WHAT TO WORK ON:
Print the records below exactly. Omit every picture.

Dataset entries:
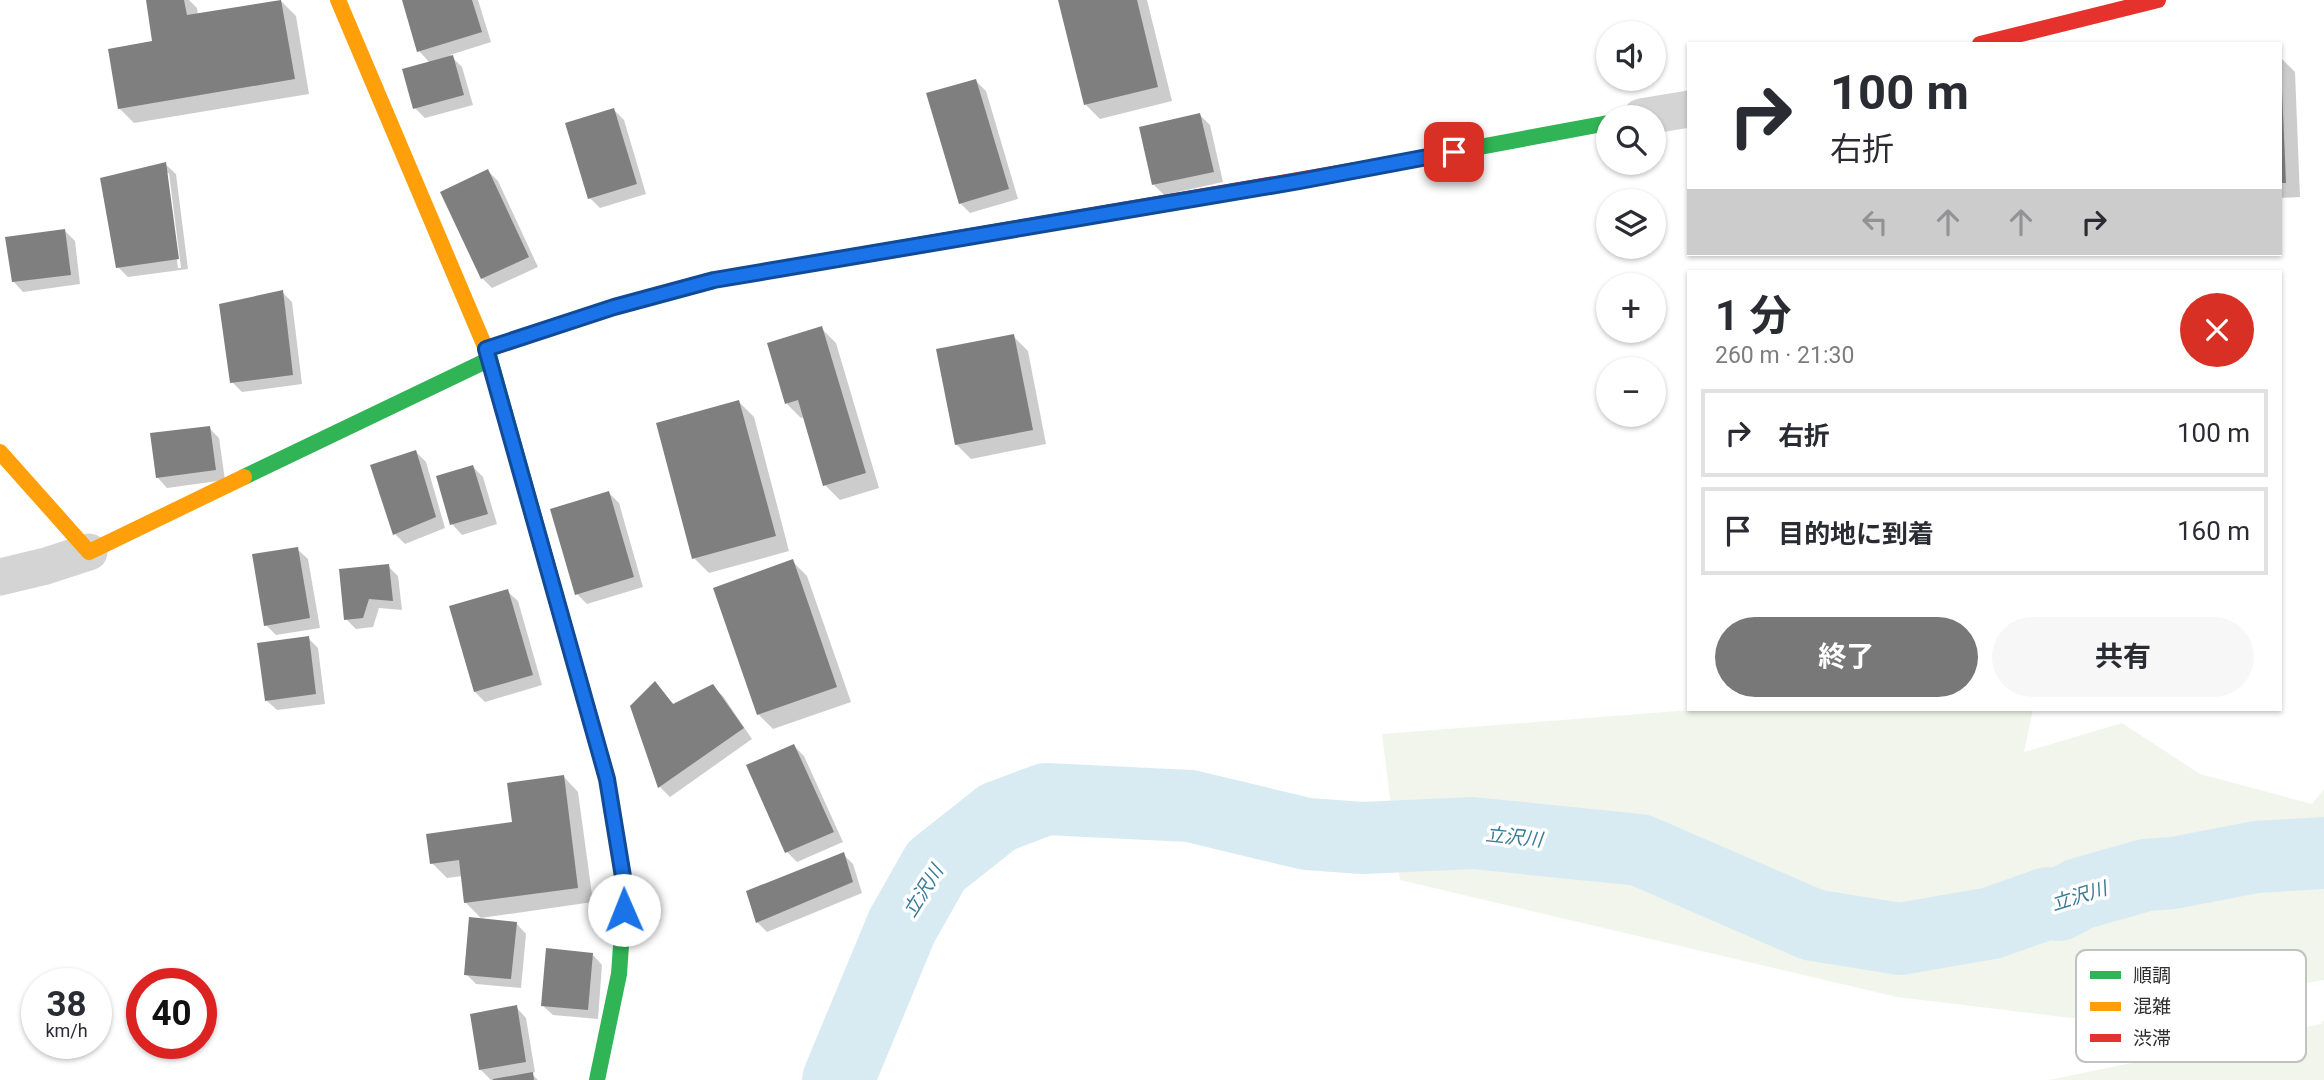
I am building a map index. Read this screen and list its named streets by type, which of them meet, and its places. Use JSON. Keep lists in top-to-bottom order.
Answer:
{
  "water": ["立沢川"],
  "legend": ["順調", "混雑", "渋滞"],
  "page": {
    "map_buttons": ["+", "−"],
    "turn": ["100 m", "右折"],
    "heading": ["1 分", "260 m · 21:30"],
    "list": [
      {
        "name": "右折",
        "value": "100 m"
      },
      {
        "name": "目的地に到着",
        "value": "160 m"
      }
    ],
    "buttons": ["終了", "共有"],
    "speed": "38 km/h",
    "limit": "40"
  }
}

COMPLETED EXERCISE:
I am building a map index. Read this screen and list its named streets by type, which of them meet, and its places. Use JSON. Keep lists in top-to-bottom order.
Answer:
{
  "water": ["立沢川"],
  "legend": ["順調", "混雑", "渋滞"],
  "page": {
    "map_buttons": ["+", "−"],
    "turn": ["100 m", "右折"],
    "heading": ["1 分", "260 m · 21:30"],
    "list": [
      {
        "name": "右折",
        "value": "100 m"
      },
      {
        "name": "目的地に到着",
        "value": "160 m"
      }
    ],
    "buttons": ["終了", "共有"],
    "speed": "38 km/h",
    "limit": "40"
  }
}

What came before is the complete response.